When you are dealing with data, there is sometimes a need to exclude certain values.
If you were finding the average height of people in a reception class one day, you wouldn't include the teacher, as that would distort the data.
In maths, these are called outliers and there are two places you could meet them.
It is quite easy to spot outliers in a scatter graph, they're just the ones that don't fit into the pattern:
We can see that for these two scatter graphs, the points that are circled don't fit into the pattern of the rest - these would be outliers.

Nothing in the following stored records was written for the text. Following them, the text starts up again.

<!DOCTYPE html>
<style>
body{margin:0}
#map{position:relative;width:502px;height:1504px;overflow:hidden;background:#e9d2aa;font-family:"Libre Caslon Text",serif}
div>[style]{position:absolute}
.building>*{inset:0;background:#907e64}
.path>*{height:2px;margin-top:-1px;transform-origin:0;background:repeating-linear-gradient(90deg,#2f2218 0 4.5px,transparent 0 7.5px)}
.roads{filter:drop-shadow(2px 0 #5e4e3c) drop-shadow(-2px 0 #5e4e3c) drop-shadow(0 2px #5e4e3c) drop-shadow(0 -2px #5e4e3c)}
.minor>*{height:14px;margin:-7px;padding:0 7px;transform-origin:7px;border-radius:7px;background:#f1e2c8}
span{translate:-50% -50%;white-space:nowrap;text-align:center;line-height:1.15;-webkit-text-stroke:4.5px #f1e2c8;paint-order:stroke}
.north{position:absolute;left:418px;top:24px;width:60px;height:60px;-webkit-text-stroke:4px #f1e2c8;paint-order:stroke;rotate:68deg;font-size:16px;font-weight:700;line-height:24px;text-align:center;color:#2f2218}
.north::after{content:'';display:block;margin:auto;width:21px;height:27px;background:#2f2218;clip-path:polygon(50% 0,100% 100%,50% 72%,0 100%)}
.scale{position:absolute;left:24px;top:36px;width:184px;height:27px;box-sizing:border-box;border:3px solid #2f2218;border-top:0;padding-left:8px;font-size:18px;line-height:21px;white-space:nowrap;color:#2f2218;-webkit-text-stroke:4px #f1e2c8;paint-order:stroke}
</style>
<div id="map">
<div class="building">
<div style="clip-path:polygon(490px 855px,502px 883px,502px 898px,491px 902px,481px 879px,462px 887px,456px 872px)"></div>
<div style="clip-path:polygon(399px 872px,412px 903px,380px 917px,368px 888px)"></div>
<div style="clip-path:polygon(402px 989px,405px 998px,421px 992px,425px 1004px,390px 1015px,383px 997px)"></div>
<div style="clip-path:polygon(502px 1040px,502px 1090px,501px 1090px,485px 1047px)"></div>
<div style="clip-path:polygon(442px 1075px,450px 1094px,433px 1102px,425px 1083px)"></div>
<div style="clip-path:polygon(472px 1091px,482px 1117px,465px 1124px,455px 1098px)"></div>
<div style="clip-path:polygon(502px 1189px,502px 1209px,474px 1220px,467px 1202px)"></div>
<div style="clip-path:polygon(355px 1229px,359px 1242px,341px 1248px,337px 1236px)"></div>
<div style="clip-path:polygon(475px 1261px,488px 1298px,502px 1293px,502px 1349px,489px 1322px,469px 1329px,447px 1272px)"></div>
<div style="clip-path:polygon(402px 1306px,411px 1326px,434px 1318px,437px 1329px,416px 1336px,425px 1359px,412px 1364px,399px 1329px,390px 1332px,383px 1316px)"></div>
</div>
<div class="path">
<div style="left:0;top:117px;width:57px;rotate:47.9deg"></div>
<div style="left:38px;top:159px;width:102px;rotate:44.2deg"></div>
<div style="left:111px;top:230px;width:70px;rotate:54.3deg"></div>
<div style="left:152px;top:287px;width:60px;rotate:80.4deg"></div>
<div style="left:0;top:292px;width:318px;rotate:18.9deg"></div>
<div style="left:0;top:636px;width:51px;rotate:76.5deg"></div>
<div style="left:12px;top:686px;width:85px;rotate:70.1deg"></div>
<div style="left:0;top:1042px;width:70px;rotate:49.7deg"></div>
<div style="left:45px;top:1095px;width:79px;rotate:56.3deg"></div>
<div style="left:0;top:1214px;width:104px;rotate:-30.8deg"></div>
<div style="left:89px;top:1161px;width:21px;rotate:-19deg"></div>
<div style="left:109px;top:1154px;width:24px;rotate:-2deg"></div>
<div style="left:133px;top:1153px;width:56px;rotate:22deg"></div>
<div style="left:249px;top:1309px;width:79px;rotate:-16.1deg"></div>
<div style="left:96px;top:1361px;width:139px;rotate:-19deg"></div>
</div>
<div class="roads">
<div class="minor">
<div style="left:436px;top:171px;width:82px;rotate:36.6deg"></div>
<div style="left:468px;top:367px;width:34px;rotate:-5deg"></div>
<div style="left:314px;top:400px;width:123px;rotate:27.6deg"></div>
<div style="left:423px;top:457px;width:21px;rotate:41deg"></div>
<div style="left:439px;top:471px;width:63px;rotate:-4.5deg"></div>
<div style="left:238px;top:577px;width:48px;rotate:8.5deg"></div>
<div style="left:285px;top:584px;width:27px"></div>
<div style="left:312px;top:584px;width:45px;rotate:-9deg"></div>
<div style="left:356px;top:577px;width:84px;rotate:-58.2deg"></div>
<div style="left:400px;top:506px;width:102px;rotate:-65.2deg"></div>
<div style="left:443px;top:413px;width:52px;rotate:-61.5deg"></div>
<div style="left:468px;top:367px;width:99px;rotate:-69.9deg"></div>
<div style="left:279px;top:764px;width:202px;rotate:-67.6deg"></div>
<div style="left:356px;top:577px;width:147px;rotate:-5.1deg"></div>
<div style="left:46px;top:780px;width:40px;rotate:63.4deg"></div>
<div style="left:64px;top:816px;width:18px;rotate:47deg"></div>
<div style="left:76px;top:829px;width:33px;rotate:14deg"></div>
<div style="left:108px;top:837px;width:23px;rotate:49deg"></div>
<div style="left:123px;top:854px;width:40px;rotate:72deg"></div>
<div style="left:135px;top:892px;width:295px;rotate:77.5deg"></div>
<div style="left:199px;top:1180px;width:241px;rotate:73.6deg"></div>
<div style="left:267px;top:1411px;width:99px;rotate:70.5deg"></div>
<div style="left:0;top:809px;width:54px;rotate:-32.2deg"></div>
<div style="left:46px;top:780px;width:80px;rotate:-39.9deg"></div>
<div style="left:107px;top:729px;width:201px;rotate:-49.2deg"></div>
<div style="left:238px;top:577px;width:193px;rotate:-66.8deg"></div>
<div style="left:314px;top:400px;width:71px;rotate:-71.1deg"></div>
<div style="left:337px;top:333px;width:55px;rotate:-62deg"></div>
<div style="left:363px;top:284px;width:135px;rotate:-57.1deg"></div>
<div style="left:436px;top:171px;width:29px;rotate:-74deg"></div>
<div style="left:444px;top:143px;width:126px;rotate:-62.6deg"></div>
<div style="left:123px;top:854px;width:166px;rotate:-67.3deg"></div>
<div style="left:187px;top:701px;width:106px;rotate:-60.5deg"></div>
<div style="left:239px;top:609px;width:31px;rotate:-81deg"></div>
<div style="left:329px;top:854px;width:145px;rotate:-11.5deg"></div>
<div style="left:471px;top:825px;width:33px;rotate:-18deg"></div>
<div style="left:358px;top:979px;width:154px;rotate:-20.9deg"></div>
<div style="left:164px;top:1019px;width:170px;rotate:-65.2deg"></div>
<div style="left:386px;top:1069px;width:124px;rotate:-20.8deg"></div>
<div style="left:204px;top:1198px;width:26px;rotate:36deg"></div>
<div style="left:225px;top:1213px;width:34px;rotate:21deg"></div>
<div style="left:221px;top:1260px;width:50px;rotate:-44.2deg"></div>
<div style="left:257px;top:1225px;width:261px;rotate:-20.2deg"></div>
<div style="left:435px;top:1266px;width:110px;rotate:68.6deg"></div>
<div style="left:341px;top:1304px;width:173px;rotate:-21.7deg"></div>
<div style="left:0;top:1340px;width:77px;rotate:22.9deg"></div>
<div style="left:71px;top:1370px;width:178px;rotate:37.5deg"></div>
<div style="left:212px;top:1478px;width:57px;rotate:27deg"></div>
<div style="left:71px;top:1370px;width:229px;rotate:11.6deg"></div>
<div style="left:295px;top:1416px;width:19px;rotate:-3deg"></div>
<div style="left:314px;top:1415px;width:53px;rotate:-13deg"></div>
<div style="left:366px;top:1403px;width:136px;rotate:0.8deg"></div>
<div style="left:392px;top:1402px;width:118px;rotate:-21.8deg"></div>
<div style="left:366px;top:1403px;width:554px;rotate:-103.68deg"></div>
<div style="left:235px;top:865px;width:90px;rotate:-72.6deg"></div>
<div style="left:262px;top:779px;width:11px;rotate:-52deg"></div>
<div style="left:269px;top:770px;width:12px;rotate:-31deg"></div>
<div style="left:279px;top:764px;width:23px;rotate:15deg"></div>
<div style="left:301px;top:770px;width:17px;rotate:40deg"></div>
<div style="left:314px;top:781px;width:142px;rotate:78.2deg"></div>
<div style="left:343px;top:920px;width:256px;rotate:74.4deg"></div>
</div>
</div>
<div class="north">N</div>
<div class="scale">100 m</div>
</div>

This is a bit more mathematical. There are other activities on how to find the interquartile range (IQR) and median of a distribution, so if you're not too sure about these, it would be a good idea to have a look at one of those before tackling these questions.

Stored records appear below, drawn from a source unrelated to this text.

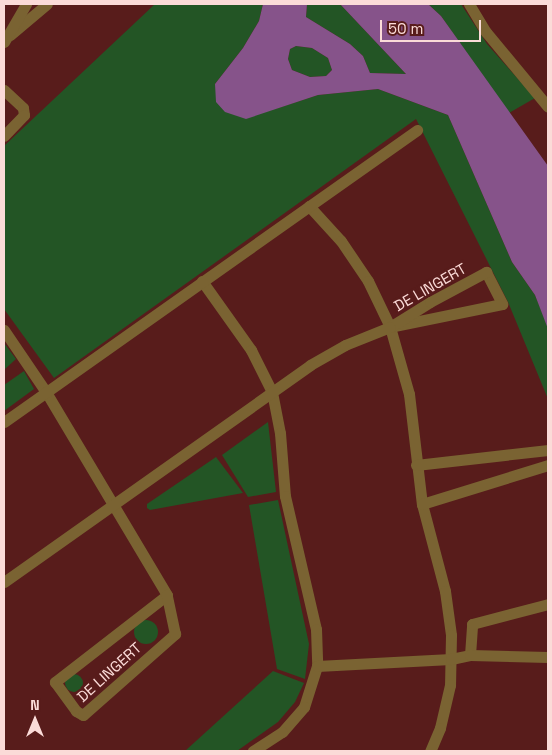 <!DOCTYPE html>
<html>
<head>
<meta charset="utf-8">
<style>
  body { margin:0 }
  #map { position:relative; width:552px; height:755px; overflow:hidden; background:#581c1b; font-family:"Space Grotesk",sans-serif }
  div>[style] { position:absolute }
  .green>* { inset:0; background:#235525 }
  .round { border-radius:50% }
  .water>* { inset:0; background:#86538a }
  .street>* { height:11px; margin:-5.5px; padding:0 5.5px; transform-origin:5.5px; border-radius:5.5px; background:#7a6332 }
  span { translate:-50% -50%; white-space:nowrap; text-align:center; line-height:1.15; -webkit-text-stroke:5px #581c1b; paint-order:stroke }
  .street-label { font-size:15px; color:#fbdbd8 }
  .frame { position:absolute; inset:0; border:5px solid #fbdbd8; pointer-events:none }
  .north { position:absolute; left:10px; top:695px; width:50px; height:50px; -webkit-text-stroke:4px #581c1b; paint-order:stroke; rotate:0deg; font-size:14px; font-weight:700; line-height:20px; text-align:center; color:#fbdbd8 }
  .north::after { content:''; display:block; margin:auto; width:18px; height:22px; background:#fbdbd8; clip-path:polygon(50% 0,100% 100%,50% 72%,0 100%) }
  .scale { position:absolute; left:380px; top:20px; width:101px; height:22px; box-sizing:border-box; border:2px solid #fbdbd8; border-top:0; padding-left:6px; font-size:15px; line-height:18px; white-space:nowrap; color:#fbdbd8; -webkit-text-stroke:4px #581c1b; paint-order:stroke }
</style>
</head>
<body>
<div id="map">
  <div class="green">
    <i style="clip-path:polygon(155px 4px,263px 4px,259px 21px,243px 48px,215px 84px,275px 109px,318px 95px,378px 89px,448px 115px,512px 262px,535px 295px,548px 327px,548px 399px,508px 302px,416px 119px,54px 378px,4px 309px,4px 146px)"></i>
    <i style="clip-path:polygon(307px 4px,340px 4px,406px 74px,370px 73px,363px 56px,350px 44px,306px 17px)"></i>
    <i style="clip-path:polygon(428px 4px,461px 4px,487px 44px,535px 98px,509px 113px,441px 16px)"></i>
    <i style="clip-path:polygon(296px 46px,312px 48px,328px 58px,332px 70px,326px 76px,310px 77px,292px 70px,288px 59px,290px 49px)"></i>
    <i style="clip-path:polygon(4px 343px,16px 359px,5px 369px,4px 368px)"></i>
    <i style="clip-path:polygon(24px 371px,34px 389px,4px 411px,4px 385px)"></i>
    <i style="clip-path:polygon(268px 422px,276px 492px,248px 497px,222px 455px)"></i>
    <i style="clip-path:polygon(216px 457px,243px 493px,150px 510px,147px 508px,147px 504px)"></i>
    <i style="clip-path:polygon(278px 500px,309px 644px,305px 679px,277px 669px,249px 505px)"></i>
    <i class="round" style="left:134px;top:620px;width:24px;height:24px"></i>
    <i style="clip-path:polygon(273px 671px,304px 683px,295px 702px,278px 722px,237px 751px,185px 751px)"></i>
    <i class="round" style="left:65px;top:674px;width:18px;height:18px"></i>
  </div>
  <div class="water">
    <i style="clip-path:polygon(evenodd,263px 4px,307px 4px,306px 17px,350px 44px,363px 56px,370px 73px,406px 74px,340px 4px,428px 4px,441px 16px,548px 166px,548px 329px,535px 295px,512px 262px,448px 115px,378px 89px,318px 95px,246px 119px,225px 112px,216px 102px,215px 84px,243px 48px,259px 21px,263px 4px,296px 46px,312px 48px,328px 58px,332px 70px,326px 76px,310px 77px,292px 70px,288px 59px,290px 49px,296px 46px)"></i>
  </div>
  <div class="street">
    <i style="left:469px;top:4px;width:33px;rotate:59deg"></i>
    <i style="left:486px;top:32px;width:97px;rotate:50.4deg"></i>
    <i style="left:10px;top:35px;width:48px;rotate:-40deg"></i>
    <i style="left:4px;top:42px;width:44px;rotate:-59.9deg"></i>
    <i style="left:4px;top:90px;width:26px;rotate:43deg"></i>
    <i style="left:23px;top:108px;width:7px;rotate:82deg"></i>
    <i style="left:24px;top:115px;width:29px;rotate:134deg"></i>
    <i style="left:309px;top:206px;width:47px;rotate:47.6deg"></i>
    <i style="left:341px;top:241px;width:48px;rotate:56deg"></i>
    <i style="left:368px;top:281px;width:51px;rotate:64.4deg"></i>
    <i style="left:390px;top:327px;width:70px;rotate:74.2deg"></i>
    <i style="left:409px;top:394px;width:111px;rotate:83.3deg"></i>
    <i style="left:422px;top:504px;width:90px;rotate:75.2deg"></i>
    <i style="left:445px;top:591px;width:44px;rotate:82.2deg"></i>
    <i style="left:451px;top:635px;width:50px;rotate:91.1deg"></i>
    <i style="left:450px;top:685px;width:44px;rotate:103.1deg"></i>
    <i style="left:440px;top:728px;width:25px;rotate:113deg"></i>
    <i style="left:486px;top:272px;width:36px;rotate:63deg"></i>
    <i style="left:502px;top:304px;width:114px;rotate:168.4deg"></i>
    <i style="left:390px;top:327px;width:47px;rotate:-32deg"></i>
    <i style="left:430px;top:302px;width:64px;rotate:-28.2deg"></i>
    <i style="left:202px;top:281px;width:85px;rotate:54.6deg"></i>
    <i style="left:251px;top:350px;width:47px;rotate:63.4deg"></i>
    <i style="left:272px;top:392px;width:42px;rotate:79deg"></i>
    <i style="left:280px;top:433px;width:63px;rotate:85.5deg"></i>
    <i style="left:285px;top:496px;width:137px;rotate:76.9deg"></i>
    <i style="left:316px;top:629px;width:37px;rotate:88deg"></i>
    <i style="left:317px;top:666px;width:43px;rotate:107.6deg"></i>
    <i style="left:304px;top:707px;width:33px;rotate:131deg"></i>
    <i style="left:282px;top:732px;width:35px;rotate:147deg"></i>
    <i style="left:4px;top:330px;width:75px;rotate:55.9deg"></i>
    <i style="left:46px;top:392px;width:236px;rotate:59.2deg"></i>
    <i style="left:167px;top:595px;width:142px;rotate:142.2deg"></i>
    <i style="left:55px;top:682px;width:36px;rotate:54deg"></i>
    <i style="left:76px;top:711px;width:8px;rotate:30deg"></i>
    <i style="left:83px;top:715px;width:123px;rotate:-41.4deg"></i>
    <i style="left:175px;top:634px;width:40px;rotate:-102deg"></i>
    <i style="left:4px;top:422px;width:506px;rotate:-35.26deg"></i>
    <i style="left:416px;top:465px;width:133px;rotate:-6.5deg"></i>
    <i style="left:422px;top:504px;width:132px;rotate:-17.2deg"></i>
    <i style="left:4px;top:582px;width:375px;rotate:-35.3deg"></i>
    <i style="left:310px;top:365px;width:40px;rotate:-29.7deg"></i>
    <i style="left:345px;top:345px;width:48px;rotate:-21.8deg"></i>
    <i style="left:470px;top:655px;width:31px;rotate:-86deg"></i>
    <i style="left:472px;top:624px;width:79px;rotate:-14.7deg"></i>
    <i style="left:317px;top:666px;width:134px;rotate:-3deg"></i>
    <i style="left:451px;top:659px;width:19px;rotate:-12deg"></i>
    <i style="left:470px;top:655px;width:78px;rotate:1.5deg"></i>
  </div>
  <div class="street-label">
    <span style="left:430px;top:287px;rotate:-30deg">DE LINGERT</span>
    <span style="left:109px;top:672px;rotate:-42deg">DE LINGERT</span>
  </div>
  <div class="frame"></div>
  <div class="north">N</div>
  <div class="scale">50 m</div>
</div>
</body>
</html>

Outliers are defined as being:
Greater than the upper quartile (UQ) + 1.5 x IQR
Less than the lower quartile ( LQ) - 1.5 x IQR
A data set has a lower quartile of 20 and an upper quartile of 28.
Find the limits for the outliers.
Step 1: Find the IQR
IQR = UQ - LQ = 28 - 20 = 8
Step 2: Find 1.5 x IQR
1.5 x IQR = 1.5 x 8 = 12
Step 3: Find the limits for the outliers
UQ + 1.5 x IQR = 28 + 12 = 40
LQ - 1.5 x IQR = 20 - 12 = 8
This means that any numbers below 8 or above 40 in the distribution are outliers.